Return AdjFloat of an AdjFloat summation (#181)

* Return AdjFloat of an AdjFloat summation and check the control update in rf

pyadjoint/adjfloat.py

@@ -342,7 +342,8 @@ def __init__(self, *args):
             self.add_dependency(dep)
 
     def recompute_component(self, inputs, block_variable, idx, prepared):
-        return self.operator(*(term.saved_output for term in self.terms))
+        output = self.operator(*(term.saved_output for term in self.terms))
+        return self._outputs[0].saved_output._ad_convert_type(output)
 
     def __str__(self):
         return f"{self.terms[0]} {self.symbol} {self.terms[1]}"

pyadjoint/reduced_functional.py

@@ -2,6 +2,7 @@
 from .enlisting import Enlist
 from .tape import get_working_tape, stop_annotating, no_annotations
 from .overloaded_type import OverloadedType, create_overloaded_object
+from .adjfloat import AdjFloat
 
 
 def _get_extract_derivative_components(derivative_components):
@@ -196,6 +197,21 @@ def __call__(self, values):
         if len(values) != len(self.controls):
             raise ValueError("values should be a list of same length as controls.")
 
+        for i, value in enumerate(values):
+            control_type = type(self.controls[i].control)
+            if isinstance(value, (int, float)) and control_type is AdjFloat:
+                value = self.controls[i].control._ad_convert_type(value)
+            elif not isinstance(value, control_type):
+                if len(values) == 1:
+                    raise TypeError(
+                        "Control value must be an `OverloadedType` object with the same "
+                        f"type as the control, which is {control_type}"
+                    )
+                else:
+                    raise TypeError(
+                        f"The control at index {i} must be an `OverloadedType` object "
+                        f"with the same type as the control, which is {control_type}"
+                    )      
         # Call callback.
         self.eval_cb_pre(self.controls.delist(values))
 

pyadjoint/tape.py

@@ -29,7 +29,7 @@ def continue_annotation():
 
 class set_working_tape(ContextDecorator):
     """Set a new tape as the working tape.
-    
+
     This class can be used in three ways:
        1) as a free function to replace the working tape,
        2) as a context manager within which a new tape is set as the working tape,

tests/firedrake_adjoint/test_burgers_newton.py

@@ -95,14 +95,15 @@ def J(ic, solve_type, timestep, steps, V):
         solver = NonlinearVariationalSolver(problem)
 
     tape = get_working_tape()
+    J = 0.0
     for _ in tape.timestepper(range(steps)):
         if solve_type == "NLVS":
             solver.solve()
         else:
             solve(F == 0, u, bc)
         u_.assign(u)
-
-    return assemble(u_*u_*dx + ic*ic*dx)
+        J += assemble(u_*u_*dx + ic*ic*dx)
+    return J
 
 
 @pytest.mark.parametrize("solve_type, checkpointing",

tests/firedrake_adjoint/test_external_modification.py

@@ -14,7 +14,7 @@ def test_external_modification():
     v1 = Function(fs)
     v2 = Function(fs)
 
-    u.assign(1.)
+    u.interpolate(1.)
     v1.project(u)
     with stop_annotating(modifies=u):
         u.dat.data[:] = 2.
@@ -23,4 +23,4 @@ def test_external_modification():
     J = assemble(v1*dx + v2*dx)
     Jhat = ReducedFunctional(J, Control(u))
 
-    assert np.allclose(J, Jhat(2))
+    assert np.allclose(J, Jhat(Function(fs).interpolate(2.)))

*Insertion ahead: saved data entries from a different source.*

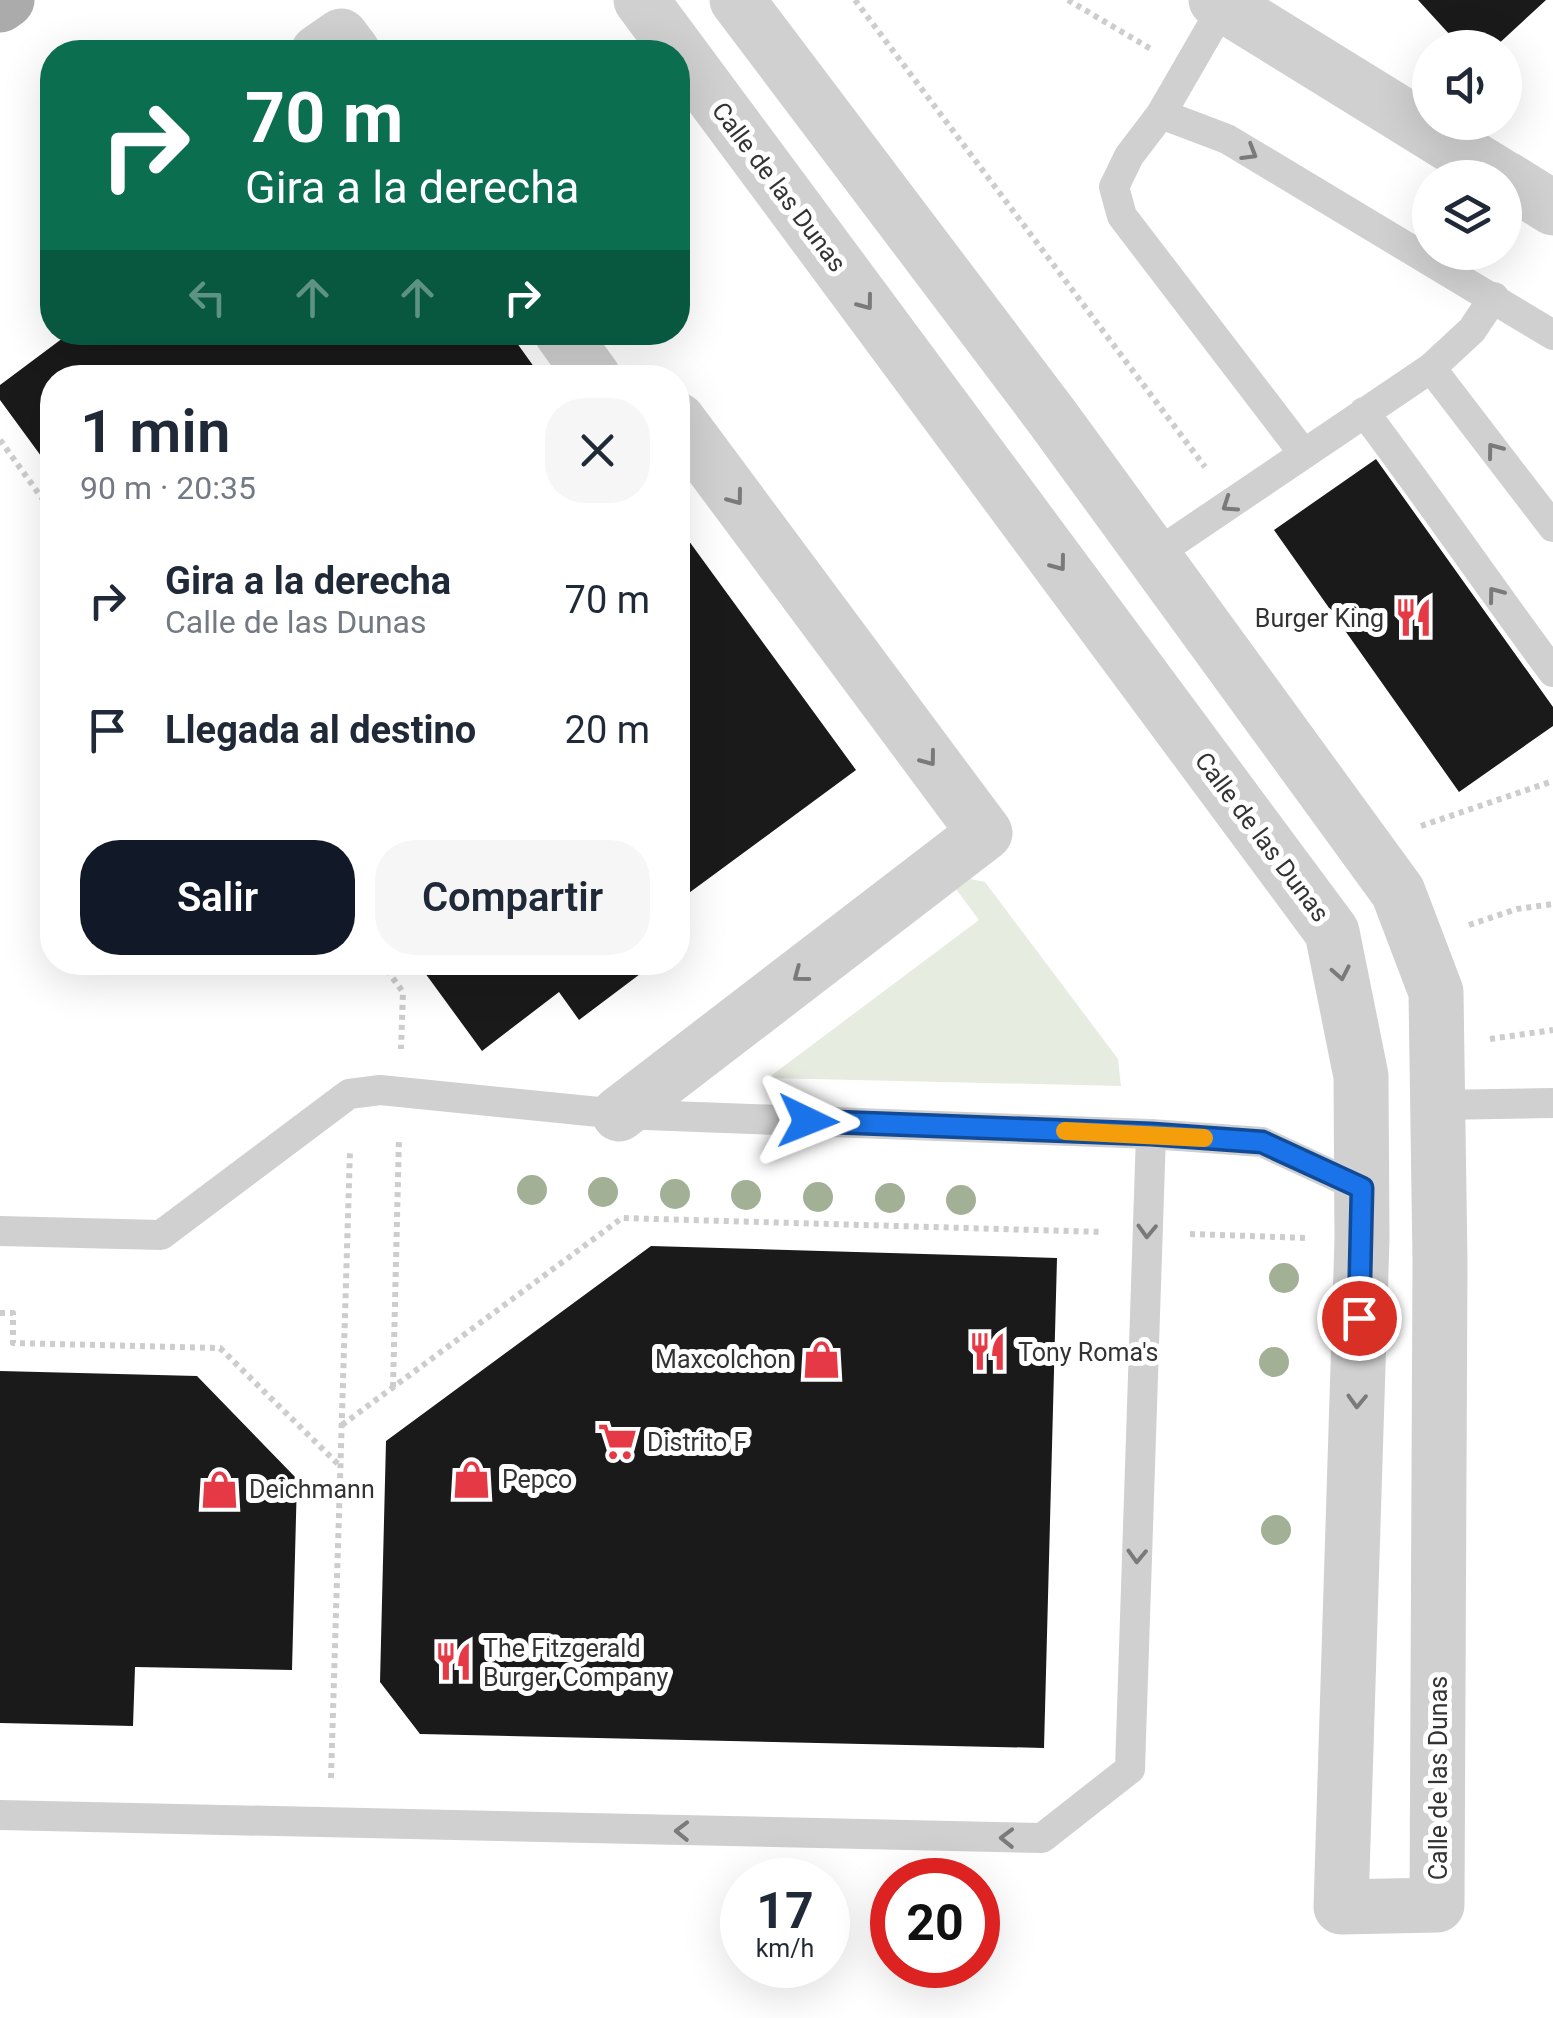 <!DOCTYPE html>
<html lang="es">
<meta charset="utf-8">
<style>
body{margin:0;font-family:Roboto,sans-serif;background:#f6f6f7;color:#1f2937;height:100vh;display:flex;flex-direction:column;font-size:38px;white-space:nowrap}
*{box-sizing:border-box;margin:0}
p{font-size:32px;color:#747a83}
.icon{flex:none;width:55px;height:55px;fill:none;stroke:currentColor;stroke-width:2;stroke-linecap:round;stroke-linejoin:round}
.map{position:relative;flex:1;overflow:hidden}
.drawer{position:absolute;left:40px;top:365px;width:650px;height:610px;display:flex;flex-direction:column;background:#fff;border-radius:40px;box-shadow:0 10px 40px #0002}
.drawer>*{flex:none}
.guide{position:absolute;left:40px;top:40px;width:650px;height:305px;border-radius:40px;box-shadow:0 10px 40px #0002;background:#0b6e4f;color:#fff;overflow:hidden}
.fabs{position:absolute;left:1412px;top:30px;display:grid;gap:20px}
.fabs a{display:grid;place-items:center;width:110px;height:110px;border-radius:50%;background:#fff;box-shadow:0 10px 40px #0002;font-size:50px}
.speed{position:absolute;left:720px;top:1858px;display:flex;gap:20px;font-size:50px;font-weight:700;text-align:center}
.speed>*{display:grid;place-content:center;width:130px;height:130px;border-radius:50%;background:#fff;box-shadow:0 10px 40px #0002;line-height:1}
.speed small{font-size:25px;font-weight:400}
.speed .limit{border:15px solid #d22;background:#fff;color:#111}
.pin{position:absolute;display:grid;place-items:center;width:85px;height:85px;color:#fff;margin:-42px;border:5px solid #fff;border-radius:50%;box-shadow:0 2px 10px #0007}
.me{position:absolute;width:110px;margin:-55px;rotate:92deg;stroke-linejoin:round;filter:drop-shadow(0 0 8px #0008)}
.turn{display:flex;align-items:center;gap:35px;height:210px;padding:0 40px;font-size:45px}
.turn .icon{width:130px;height:130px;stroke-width:2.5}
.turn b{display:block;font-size:70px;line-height:85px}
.lanes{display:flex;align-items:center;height:95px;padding:0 40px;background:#0003;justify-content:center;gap:50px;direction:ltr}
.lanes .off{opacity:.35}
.round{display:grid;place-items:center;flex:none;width:105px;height:105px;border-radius:40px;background:#f6f6f7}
.head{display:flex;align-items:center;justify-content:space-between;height:170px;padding:0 40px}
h1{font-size:60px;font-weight:600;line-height:75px}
.button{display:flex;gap:20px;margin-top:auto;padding:20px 40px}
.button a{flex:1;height:115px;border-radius:40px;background:#111827;color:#fff;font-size:40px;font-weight:600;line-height:115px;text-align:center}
.button a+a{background:#f6f6f7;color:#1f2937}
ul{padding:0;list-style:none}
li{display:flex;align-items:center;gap:30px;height:130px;padding:0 40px}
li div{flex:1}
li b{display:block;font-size:38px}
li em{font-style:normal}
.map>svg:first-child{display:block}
</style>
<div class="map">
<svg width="1553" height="2018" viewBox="0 0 1553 2018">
<rect width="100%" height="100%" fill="#fff"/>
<!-- green -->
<path fill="#e6ecdf" d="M970 879 985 882 1118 1059 1121 1086 768 1078 979 920 956 889Z"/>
<!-- building -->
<path fill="#1a1a1a" d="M1418 0H1546L1494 48H1462Z
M71 332H509L542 378H52V471L0 400V385Z
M1376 459 1553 707V726L1459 792 1274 530Z
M678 526 856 770 678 901Z
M417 962H656L579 1020 559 992 482 1051Z
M651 1246 1057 1258 1044 1748 420 1734 380 1682 386 1441Z
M0 1371 197 1376 297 1479 292 1670 135 1667 133 1726 0 1723Z"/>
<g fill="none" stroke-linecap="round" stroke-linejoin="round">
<!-- path -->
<path stroke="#cdcdcd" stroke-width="6" stroke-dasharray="5 5" stroke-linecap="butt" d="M855 0 1205 467
M1068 0 1151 49
M0 440 52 512
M1421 826 1553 781
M1469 925 1517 909 1553 904
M381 962 403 992 401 1049
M1490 1039 1553 1030
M1190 1234 1308 1238
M0 1313H13V1343L220 1348 340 1466
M393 1387 399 1137
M342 1425 622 1218 1103 1232
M331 1778 350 1150"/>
<!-- lane -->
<path stroke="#d0d0d0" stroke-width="30" d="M1224 5 1161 114 1129 156 1114 187 1122 216 1304 454
M1161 114 1227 139 1553 335
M1431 368 1553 527
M1364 412C1429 498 1489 586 1553 672
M1153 556 1431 368 1472 330 1494 297
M1437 1105 1553 1103
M0 1231 161 1235 349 1094 380 1090 619 1114 1151 1134 1262 1142 1361 1188
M0 1815 1042 1838 1130 1769 1151 1134"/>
<!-- street -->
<path stroke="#d0d0d0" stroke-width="55" d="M641 0 1332 932 1361 1076 1362 1239 1341 1907 1437 1905 1440 1261 1436 992 1398 892 1052 417 737 0
M1216 0 1504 178
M318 52 341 36 353 52
M1505 178 1553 208
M561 332 594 378
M619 1114 985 833 678 420"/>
<!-- primary -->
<path stroke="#ababab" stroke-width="55" d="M0 5 7 0"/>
</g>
<!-- trees -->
<g fill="#a2b095">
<circle cx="532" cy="1190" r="15"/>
<circle cx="603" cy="1192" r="15"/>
<circle cx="675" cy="1194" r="15"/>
<circle cx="746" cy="1195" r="15"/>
<circle cx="818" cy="1197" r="15"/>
<circle cx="890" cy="1198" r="15"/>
<circle cx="961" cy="1200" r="15"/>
<circle cx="1284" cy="1278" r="15"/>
<circle cx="1274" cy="1362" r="15"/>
<circle cx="1276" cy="1530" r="15"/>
</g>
<!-- one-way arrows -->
<defs><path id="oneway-chevron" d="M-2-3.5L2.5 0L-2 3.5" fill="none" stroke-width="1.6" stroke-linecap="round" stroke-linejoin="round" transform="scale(2.5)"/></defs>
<g stroke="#7a7a7a">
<use href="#oneway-chevron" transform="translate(1250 153) rotate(31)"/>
<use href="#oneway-chevron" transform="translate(866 303) rotate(53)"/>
<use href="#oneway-chevron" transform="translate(1494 450) rotate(-127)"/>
<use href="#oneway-chevron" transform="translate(736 498) rotate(53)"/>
<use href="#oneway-chevron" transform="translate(1229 505) rotate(146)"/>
<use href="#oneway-chevron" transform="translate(1059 564) rotate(53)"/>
<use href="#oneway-chevron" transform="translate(1495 594) rotate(-127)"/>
<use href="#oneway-chevron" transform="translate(929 759) rotate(53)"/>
<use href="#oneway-chevron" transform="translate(1341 973) rotate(79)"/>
<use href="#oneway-chevron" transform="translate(800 975) rotate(143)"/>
<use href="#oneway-chevron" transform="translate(1147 1231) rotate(92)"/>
<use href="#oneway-chevron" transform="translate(1357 1401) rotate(92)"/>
<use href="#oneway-chevron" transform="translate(1137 1556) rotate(92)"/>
<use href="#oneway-chevron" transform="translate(682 1831) rotate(-179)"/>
<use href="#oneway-chevron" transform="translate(1007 1838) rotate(-179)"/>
</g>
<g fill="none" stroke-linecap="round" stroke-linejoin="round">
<defs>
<path id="route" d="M808 1121 1151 1134 1262 1142 1362 1188 1359 1318"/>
</defs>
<!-- route casing -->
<use href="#route" stroke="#114b97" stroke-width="25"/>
<!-- route -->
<use href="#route" stroke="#1a73e8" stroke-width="18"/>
<!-- slow -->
<path stroke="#f59e0b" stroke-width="18" d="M1065 1131 1204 1138"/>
</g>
<!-- icons -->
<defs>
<symbol id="restaurant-bare" viewBox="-9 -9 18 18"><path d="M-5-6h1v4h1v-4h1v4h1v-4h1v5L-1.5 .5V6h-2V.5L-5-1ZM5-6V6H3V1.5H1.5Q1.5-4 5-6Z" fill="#e63946" stroke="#fff" stroke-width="2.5" paint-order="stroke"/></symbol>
<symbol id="shop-bare" viewBox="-9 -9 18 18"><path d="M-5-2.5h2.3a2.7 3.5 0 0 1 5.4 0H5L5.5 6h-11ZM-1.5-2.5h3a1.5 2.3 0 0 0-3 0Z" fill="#e63946" stroke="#fff" stroke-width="2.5" paint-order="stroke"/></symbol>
<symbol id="supermarket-bare" viewBox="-9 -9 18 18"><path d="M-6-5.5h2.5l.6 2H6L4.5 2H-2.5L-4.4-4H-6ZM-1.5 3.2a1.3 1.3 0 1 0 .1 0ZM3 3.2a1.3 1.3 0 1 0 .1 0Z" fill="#e63946" stroke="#fff" stroke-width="2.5" paint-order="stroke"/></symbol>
</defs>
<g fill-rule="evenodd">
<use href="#restaurant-bare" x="1386" y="590" width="55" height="55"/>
<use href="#restaurant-bare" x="960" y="1324" width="55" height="55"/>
<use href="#shop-bare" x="794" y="1332" width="55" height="55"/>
<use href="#supermarket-bare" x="590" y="1414" width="55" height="55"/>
<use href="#shop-bare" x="444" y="1452" width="55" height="55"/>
<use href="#shop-bare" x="192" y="1462" width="55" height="55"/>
<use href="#restaurant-bare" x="426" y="1634" width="55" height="55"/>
</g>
<g text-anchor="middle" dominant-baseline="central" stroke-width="10" stroke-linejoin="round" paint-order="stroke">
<!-- street labels -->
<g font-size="25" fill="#333" stroke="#fff">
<text transform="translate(779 187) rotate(53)">Calle de las Dunas</text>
<text transform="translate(1262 837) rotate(53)">Calle de las Dunas</text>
<text transform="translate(1438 1778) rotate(-90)">Calle de las Dunas</text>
</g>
<!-- poi labels -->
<g font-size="25" fill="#333" stroke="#fff" text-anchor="start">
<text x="1384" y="618" text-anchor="end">Burger King</text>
<text x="1018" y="1352">Tony Roma's</text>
<text x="791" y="1359" text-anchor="end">Maxcolchon</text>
<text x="647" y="1442">Distrito F</text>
<text x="502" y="1479">Pepco</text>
<text x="249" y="1489">Deichmann</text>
<text x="483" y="1648">The Fitzgerald<tspan x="483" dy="29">Burger Company</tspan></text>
</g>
</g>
</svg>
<div class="fabs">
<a><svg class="icon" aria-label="sound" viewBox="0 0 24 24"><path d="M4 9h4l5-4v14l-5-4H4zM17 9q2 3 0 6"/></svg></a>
<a><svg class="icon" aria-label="layers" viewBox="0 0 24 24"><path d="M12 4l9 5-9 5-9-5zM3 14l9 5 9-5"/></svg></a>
</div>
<div class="speed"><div>17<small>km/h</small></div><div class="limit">20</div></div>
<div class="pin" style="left:1359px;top:1318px;background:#d93025"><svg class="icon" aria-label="arrive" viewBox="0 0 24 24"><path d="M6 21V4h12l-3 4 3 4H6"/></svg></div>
<svg class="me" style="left:808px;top:1121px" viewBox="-20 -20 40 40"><path d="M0-17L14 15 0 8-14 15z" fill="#1a73e8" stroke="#fff" stroke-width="4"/></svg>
<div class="guide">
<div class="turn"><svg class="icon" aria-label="right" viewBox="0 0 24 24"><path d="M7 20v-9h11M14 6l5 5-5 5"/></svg><div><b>70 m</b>Gira a la derecha</div></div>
<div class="lanes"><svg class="icon off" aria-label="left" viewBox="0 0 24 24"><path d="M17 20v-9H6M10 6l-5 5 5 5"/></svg><svg class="icon off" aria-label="ahead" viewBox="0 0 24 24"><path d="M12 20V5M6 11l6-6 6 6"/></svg><svg class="icon off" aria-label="ahead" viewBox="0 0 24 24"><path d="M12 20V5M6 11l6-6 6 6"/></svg><svg class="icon" aria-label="right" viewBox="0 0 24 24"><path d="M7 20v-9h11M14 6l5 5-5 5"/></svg></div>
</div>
<section class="drawer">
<div class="head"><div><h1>1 min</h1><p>90 m · 20:35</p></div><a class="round"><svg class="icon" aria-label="close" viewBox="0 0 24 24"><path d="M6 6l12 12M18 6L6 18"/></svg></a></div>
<ul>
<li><svg class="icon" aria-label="right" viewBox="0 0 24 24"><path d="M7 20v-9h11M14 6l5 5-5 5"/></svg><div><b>Gira a la derecha</b><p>Calle de las Dunas</p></div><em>70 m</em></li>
<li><svg class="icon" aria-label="arrive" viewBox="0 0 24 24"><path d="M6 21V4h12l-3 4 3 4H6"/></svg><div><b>Llegada al destino</b></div><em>20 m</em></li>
</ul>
<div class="button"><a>Salir</a><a>Compartir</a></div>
</section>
</div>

tests/firedrake_adjoint/test_tlm.py

@@ -66,7 +66,7 @@ def test_tlm_bc():
     c.block_variable.tlm_value = Function(R, val=1)
     tape.evaluate_tlm()
 
-    assert (taylor_test(Jhat, Constant(c), Constant(1), dJdm=J.block_variable.tlm_value) > 1.9)
+    assert (taylor_test(Jhat, c, Function(R, val=1), dJdm=J.block_variable.tlm_value) > 1.9)
 
 
 def test_tlm_func():
@@ -234,7 +234,7 @@ def test_projection():
 
     k.block_variable.tlm_value = Constant(1)
     tape.evaluate_tlm()
-    assert(taylor_test(Jhat, Constant(k), Constant(1), dJdm=J.block_variable.tlm_value) > 1.9)
+    assert(taylor_test(Jhat, k, Function(R, val=1), dJdm=J.block_variable.tlm_value) > 1.9)
 
 
 def test_projection_function():